#### INFORMATION PROVIDED ####
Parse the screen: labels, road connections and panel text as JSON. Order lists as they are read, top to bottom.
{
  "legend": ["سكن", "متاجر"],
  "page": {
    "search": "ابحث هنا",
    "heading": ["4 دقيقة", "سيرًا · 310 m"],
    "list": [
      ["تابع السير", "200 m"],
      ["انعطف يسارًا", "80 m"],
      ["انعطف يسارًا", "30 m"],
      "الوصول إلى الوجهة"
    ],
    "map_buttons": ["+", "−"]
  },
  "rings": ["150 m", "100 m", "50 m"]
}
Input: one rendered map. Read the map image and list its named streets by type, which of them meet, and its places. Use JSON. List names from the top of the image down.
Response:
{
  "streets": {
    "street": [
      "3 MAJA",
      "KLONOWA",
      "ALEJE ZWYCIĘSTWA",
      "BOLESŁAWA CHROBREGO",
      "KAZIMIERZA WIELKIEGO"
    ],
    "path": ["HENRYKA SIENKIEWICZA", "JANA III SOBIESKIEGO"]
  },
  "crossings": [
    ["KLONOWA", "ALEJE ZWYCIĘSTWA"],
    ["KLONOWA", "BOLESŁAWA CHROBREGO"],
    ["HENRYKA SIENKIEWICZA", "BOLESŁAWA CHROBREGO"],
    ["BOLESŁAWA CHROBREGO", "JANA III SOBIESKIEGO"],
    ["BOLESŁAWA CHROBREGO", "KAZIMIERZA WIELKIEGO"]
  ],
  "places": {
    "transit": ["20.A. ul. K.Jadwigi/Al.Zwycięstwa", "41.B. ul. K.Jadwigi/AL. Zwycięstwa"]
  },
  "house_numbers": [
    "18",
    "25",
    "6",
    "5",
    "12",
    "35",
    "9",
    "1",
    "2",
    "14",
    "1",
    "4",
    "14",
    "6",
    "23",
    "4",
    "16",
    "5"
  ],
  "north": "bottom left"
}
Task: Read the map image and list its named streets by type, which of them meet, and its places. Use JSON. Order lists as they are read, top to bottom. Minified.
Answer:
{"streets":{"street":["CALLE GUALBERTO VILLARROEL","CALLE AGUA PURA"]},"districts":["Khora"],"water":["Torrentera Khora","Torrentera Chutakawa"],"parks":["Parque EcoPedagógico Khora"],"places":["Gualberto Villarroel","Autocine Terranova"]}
####
[YOUR TASK]
Return a word-for-word copy of the lines from the beginning of the listing to the line holding "Input: one rendered", both kept.

[RESPONSE TO THIS TASK]
Parse the screen: labels, road connections and panel text as JSON. Order lists as they are read, top to bottom.
{
  "legend": ["سكن", "متاجر"],
  "page": {
    "search": "ابحث هنا",
    "heading": ["4 دقيقة", "سيرًا · 310 m"],
    "list": [
      ["تابع السير", "200 m"],
      ["انعطف يسارًا", "80 m"],
      ["انعطف يسارًا", "30 m"],
      "الوصول إلى الوجهة"
    ],
    "map_buttons": ["+", "−"]
  },
  "rings": ["150 m", "100 m", "50 m"]
}
Input: one rendered map. Read the map image and list its named streets by type, which of them meet, and its places. Use JSON. List names from the top of the image down.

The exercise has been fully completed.